(Stored items)
○ ○ ○ ○

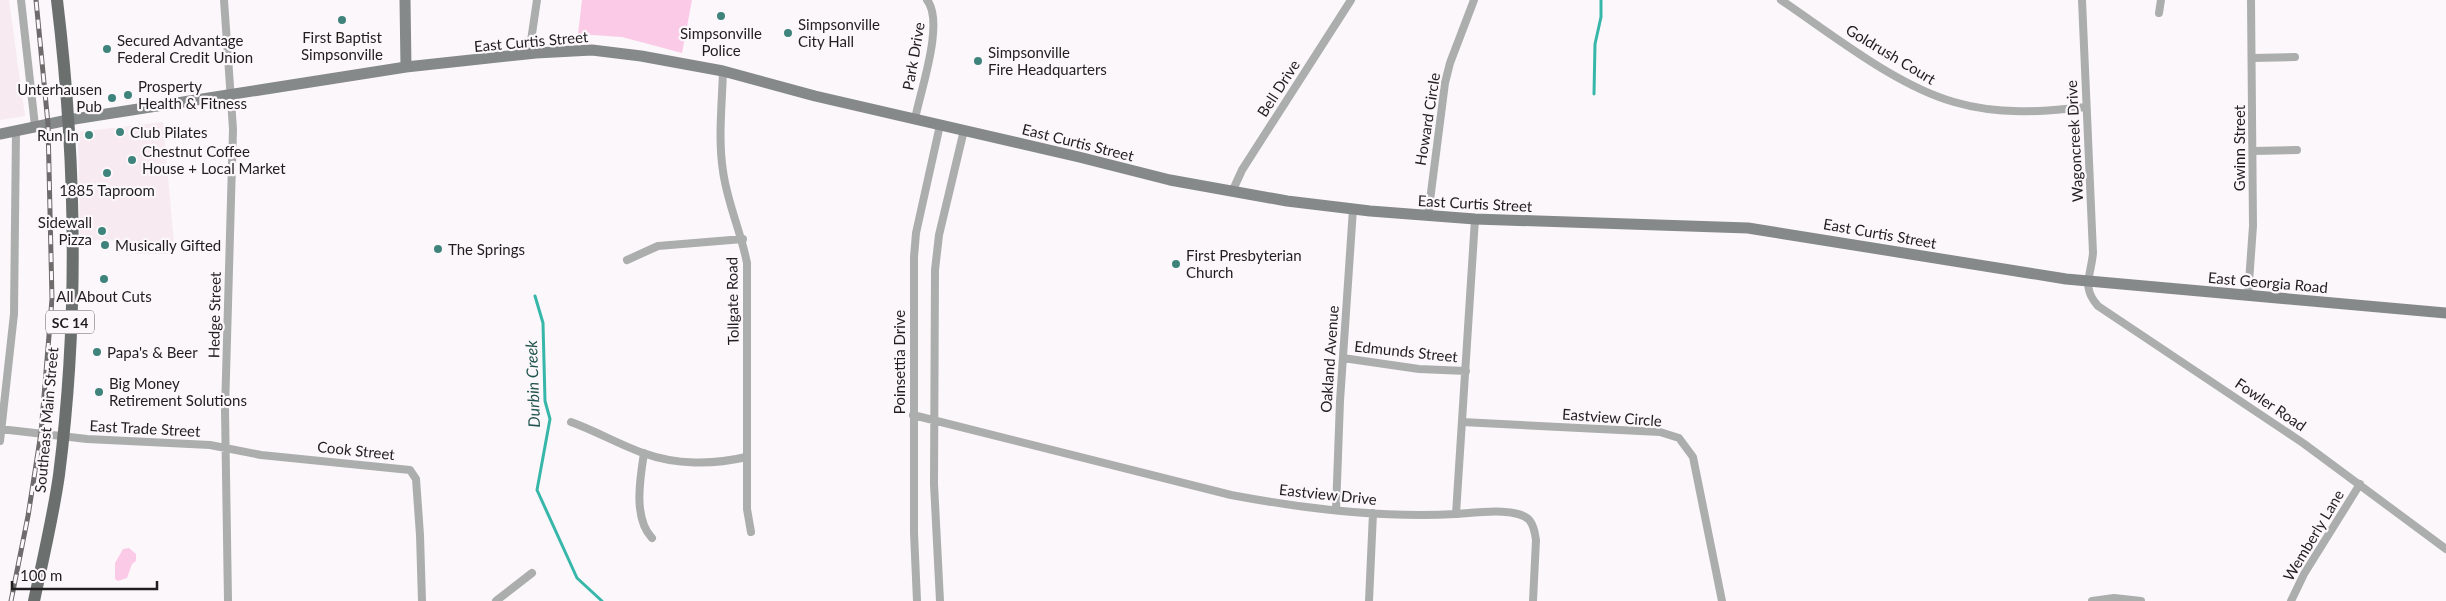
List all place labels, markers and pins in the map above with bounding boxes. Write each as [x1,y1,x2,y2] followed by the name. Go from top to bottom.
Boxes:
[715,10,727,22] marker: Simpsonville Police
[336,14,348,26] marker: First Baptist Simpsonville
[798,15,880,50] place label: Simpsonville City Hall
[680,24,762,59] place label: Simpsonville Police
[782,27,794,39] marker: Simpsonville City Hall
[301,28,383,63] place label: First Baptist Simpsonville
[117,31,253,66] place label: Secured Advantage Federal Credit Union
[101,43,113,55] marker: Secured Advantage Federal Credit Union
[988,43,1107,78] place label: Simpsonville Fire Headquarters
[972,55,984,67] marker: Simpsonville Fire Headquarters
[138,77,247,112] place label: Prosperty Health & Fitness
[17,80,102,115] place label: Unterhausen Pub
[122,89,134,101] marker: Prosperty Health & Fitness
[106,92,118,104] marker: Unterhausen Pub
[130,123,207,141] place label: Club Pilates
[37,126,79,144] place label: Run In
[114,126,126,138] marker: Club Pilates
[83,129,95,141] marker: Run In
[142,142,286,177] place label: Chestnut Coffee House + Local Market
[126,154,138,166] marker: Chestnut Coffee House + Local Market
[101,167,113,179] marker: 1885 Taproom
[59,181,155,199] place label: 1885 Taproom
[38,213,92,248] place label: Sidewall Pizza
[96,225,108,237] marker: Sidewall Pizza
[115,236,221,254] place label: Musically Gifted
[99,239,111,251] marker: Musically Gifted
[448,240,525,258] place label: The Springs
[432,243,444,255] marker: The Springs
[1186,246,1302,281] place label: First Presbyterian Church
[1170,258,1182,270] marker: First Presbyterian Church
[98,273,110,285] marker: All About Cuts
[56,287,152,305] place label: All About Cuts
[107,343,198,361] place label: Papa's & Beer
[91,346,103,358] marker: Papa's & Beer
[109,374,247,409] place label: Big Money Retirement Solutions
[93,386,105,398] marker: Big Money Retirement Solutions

○ ○ ○ ○

Could you restate every record above word for word, dropping the pictures?

OUTPUT.
List all place labels, markers and pins in the map above with bounding boxes. Write each as [x1,y1,x2,y2] followed by the name. Go from top to bottom.
Boxes:
[715,10,727,22] marker: Simpsonville Police
[336,14,348,26] marker: First Baptist Simpsonville
[798,15,880,50] place label: Simpsonville City Hall
[680,24,762,59] place label: Simpsonville Police
[782,27,794,39] marker: Simpsonville City Hall
[301,28,383,63] place label: First Baptist Simpsonville
[117,31,253,66] place label: Secured Advantage Federal Credit Union
[101,43,113,55] marker: Secured Advantage Federal Credit Union
[988,43,1107,78] place label: Simpsonville Fire Headquarters
[972,55,984,67] marker: Simpsonville Fire Headquarters
[138,77,247,112] place label: Prosperty Health & Fitness
[17,80,102,115] place label: Unterhausen Pub
[122,89,134,101] marker: Prosperty Health & Fitness
[106,92,118,104] marker: Unterhausen Pub
[130,123,207,141] place label: Club Pilates
[37,126,79,144] place label: Run In
[114,126,126,138] marker: Club Pilates
[83,129,95,141] marker: Run In
[142,142,286,177] place label: Chestnut Coffee House + Local Market
[126,154,138,166] marker: Chestnut Coffee House + Local Market
[101,167,113,179] marker: 1885 Taproom
[59,181,155,199] place label: 1885 Taproom
[38,213,92,248] place label: Sidewall Pizza
[96,225,108,237] marker: Sidewall Pizza
[115,236,221,254] place label: Musically Gifted
[99,239,111,251] marker: Musically Gifted
[448,240,525,258] place label: The Springs
[432,243,444,255] marker: The Springs
[1186,246,1302,281] place label: First Presbyterian Church
[1170,258,1182,270] marker: First Presbyterian Church
[98,273,110,285] marker: All About Cuts
[56,287,152,305] place label: All About Cuts
[107,343,198,361] place label: Papa's & Beer
[91,346,103,358] marker: Papa's & Beer
[109,374,247,409] place label: Big Money Retirement Solutions
[93,386,105,398] marker: Big Money Retirement Solutions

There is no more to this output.